Golkar Soroti Dampak Damai AS-Iran, Harga Minyak Turun dan Ruang Fiskal Meningkat

Ketua Fraksi Partai Golkar DPR RI sekaligus Sekretaris Jenderal Partai Golkar, Muhammad Sarmuji, menilai penurunan harga minyak dunia pasca kesepakatan damai antara Amerika Serikat dan Iran dapat menjadi momentum bagi pemerintah untuk memperkuat kondisi fiskal nasional.

Menurut Sarmuji, turunnya harga minyak membuka peluang bagi pemerintah untuk melakukan penyesuaian subsidi energi secara bertahap sehingga ruang fiskal yang sebelumnya terserap untuk subsidi bahan bakar minyak (BBM) dapat dialihkan ke sektor prioritas seperti infrastruktur, pendidikan, dan perlindungan sosial. Ia juga menilai biaya impor minyak dan gas berpotensi menjadi lebih efisien sehingga dapat membantu menekan biaya produksi dan laju inflasi.

Selain itu, normalisasi kondisi geopolitik dinilai dapat memperlancar aktivitas ekspor-impor melalui kembali terbukanya jalur perdagangan strategis, termasuk Selat Hormuz. Kondisi tersebut diharapkan mampu menurunkan biaya logistik internasional sekaligus meningkatkan daya saing pelaku usaha nasional.

Sarmuji juga mendorong pemerintah memanfaatkan momentum ini untuk memperluas ekspor nonmigas ke kawasan Timur Tengah, termasuk memperkuat kerja sama perdagangan dan energi dengan berbagai negara di kawasan tersebut.
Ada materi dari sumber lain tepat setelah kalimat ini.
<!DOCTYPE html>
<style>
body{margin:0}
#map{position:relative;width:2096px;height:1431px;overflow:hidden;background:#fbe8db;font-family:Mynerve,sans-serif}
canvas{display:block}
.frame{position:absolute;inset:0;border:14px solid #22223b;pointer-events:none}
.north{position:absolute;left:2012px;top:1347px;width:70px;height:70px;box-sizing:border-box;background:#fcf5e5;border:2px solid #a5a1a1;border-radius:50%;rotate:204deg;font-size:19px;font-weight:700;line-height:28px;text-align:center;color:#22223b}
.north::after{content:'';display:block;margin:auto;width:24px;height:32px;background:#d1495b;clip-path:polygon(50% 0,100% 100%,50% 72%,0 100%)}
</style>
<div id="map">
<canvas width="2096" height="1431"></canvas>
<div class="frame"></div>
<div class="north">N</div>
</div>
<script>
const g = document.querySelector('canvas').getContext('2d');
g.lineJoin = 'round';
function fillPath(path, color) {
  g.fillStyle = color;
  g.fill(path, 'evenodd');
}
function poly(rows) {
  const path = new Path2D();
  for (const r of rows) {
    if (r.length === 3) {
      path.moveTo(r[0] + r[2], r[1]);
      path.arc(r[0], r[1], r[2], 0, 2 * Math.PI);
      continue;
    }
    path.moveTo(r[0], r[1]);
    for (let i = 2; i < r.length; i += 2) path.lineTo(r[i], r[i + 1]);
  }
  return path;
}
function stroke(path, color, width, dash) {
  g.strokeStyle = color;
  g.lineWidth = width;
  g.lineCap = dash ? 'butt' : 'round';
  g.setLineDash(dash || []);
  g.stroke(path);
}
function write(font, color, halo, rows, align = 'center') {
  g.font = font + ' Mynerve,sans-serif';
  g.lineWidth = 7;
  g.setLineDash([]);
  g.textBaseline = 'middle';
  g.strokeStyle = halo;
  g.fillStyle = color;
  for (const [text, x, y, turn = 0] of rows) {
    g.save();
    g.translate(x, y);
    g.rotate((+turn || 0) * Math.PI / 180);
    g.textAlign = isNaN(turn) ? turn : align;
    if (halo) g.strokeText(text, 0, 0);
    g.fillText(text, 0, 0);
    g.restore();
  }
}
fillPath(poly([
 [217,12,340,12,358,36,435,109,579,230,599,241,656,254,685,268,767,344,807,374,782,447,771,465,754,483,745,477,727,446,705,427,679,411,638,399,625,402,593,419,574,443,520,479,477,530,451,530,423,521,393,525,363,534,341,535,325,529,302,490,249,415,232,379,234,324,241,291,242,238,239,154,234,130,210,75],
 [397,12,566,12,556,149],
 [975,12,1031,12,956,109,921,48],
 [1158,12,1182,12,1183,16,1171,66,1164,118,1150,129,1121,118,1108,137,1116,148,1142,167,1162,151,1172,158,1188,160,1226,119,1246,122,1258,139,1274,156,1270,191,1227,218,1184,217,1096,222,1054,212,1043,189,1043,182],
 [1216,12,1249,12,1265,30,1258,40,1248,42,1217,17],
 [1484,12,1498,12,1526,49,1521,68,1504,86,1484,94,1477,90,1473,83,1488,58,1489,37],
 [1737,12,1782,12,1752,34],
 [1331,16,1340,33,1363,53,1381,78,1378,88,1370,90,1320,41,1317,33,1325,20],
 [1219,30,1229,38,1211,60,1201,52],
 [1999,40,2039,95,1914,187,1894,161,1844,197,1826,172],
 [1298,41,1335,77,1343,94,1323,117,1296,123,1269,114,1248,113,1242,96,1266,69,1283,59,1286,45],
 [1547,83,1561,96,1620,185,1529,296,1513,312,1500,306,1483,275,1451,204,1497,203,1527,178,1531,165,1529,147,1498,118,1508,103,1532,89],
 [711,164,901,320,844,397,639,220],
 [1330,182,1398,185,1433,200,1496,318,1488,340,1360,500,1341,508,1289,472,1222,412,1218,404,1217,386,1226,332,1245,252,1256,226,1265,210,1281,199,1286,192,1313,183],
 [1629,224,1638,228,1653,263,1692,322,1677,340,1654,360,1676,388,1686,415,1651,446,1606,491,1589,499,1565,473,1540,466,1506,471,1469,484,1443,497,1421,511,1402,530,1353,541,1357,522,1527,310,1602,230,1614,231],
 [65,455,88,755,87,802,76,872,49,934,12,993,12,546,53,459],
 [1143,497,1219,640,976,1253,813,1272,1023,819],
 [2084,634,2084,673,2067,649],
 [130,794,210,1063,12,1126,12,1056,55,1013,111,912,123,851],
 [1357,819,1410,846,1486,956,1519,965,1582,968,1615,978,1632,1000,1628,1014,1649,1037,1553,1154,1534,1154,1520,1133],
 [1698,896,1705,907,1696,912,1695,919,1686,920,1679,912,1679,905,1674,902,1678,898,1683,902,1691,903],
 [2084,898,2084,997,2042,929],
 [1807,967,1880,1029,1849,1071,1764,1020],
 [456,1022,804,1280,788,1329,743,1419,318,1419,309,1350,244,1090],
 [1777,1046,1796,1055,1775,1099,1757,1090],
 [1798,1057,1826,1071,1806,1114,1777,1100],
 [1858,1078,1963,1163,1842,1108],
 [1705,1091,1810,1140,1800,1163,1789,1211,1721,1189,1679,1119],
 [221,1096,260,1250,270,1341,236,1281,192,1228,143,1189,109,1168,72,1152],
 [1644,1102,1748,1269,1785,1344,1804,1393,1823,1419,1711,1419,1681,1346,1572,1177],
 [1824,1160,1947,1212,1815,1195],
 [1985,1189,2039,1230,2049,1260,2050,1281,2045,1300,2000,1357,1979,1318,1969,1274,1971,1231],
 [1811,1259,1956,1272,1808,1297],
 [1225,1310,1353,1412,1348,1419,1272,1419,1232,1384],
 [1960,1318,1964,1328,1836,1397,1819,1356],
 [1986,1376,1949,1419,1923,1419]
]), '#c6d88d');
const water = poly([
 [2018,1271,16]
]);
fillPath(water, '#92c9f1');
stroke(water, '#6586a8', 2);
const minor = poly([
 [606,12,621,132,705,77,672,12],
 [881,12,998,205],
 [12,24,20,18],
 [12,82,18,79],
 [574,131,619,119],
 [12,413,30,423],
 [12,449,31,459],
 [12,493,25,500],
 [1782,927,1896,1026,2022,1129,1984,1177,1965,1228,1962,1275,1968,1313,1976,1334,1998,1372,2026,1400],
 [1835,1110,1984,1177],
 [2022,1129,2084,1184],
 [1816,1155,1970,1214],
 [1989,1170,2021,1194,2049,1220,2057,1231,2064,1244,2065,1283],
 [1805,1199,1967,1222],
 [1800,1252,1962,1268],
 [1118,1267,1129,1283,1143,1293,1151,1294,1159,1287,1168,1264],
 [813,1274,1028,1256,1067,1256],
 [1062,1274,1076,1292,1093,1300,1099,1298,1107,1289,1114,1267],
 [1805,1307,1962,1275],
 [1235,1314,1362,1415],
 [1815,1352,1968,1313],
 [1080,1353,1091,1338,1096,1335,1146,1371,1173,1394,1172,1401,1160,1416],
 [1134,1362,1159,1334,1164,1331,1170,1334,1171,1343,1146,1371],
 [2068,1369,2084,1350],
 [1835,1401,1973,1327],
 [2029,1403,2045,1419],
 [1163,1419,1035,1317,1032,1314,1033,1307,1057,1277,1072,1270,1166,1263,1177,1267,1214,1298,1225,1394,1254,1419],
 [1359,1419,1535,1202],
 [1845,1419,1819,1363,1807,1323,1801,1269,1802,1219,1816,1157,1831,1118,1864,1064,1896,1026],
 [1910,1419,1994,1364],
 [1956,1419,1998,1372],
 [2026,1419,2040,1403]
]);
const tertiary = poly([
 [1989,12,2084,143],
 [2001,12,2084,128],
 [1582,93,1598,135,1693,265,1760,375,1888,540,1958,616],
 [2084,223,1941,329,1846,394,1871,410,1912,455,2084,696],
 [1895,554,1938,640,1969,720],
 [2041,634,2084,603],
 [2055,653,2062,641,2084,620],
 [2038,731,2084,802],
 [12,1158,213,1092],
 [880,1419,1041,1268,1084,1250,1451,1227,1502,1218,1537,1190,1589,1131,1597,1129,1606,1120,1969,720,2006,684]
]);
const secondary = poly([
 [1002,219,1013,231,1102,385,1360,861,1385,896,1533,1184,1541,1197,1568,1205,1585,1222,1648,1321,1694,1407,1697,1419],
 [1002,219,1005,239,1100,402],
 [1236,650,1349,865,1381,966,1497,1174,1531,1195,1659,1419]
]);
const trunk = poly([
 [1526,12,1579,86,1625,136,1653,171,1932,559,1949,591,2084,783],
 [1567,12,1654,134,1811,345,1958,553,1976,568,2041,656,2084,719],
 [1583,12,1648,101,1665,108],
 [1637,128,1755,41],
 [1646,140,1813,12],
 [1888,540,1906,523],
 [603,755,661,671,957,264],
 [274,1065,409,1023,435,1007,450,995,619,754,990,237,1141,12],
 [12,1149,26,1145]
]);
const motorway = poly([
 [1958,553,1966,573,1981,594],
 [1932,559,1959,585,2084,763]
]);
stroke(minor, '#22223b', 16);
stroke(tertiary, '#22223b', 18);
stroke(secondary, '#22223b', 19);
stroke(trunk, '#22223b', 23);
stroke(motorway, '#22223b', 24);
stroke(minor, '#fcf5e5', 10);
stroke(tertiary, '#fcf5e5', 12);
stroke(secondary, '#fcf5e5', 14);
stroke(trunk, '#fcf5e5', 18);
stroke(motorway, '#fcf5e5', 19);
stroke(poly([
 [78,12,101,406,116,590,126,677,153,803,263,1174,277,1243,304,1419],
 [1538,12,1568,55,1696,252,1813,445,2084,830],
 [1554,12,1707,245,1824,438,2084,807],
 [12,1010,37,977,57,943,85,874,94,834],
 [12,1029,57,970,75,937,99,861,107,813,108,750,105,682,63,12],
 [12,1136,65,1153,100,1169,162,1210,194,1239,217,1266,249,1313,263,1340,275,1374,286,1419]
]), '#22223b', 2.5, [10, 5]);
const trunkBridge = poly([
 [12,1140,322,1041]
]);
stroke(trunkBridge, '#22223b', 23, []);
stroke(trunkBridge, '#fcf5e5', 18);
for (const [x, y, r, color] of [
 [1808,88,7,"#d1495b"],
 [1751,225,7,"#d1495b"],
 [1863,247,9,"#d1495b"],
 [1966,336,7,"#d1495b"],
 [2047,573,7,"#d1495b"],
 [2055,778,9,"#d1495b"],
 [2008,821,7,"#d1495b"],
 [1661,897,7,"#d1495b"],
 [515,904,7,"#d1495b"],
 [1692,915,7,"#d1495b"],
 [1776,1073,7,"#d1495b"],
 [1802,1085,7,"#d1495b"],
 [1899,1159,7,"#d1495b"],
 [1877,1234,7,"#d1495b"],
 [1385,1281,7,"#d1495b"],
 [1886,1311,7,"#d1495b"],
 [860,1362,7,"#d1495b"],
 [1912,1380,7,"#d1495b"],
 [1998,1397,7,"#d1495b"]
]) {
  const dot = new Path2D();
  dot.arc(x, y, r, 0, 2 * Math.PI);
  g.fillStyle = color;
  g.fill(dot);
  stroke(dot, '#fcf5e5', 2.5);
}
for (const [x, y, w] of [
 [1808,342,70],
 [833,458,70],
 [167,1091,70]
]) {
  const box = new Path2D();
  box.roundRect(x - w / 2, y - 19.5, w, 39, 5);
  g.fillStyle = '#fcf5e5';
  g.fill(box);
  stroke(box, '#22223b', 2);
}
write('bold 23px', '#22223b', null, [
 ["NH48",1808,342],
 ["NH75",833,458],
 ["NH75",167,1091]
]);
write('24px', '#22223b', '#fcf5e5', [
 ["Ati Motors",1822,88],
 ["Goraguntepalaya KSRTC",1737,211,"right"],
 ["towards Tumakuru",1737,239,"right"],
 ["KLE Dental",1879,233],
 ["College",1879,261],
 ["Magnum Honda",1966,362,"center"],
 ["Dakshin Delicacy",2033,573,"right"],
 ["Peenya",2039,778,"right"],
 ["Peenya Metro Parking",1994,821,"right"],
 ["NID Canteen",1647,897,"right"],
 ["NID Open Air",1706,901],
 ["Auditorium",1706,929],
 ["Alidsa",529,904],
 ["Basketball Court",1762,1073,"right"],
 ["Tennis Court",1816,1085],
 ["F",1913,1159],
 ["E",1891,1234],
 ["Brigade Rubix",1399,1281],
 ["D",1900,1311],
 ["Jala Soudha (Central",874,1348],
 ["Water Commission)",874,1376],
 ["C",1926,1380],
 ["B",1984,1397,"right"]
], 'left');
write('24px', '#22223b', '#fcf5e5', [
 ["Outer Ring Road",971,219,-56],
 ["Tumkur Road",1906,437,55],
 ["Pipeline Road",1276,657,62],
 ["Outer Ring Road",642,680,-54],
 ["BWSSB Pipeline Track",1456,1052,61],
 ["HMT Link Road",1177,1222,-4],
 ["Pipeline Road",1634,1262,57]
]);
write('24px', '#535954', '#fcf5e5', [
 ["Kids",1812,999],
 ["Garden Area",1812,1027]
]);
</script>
Menurutnya, perdamaian yang tercipta harus mampu diterjemahkan menjadi manfaat ekonomi yang nyata bagi masyarakat Indonesia.

Meski demikian, ia mengingatkan pentingnya memperkuat ketahanan energi nasional dalam jangka panjang. Pemerintah dinilai perlu mendiversifikasi sumber energi dan memperluas kerja sama dengan berbagai negara pemasok agar Indonesia tidak terlalu bergantung pada satu kawasan atau sumber energi tertentu ketika terjadi gejolak geopolitik global.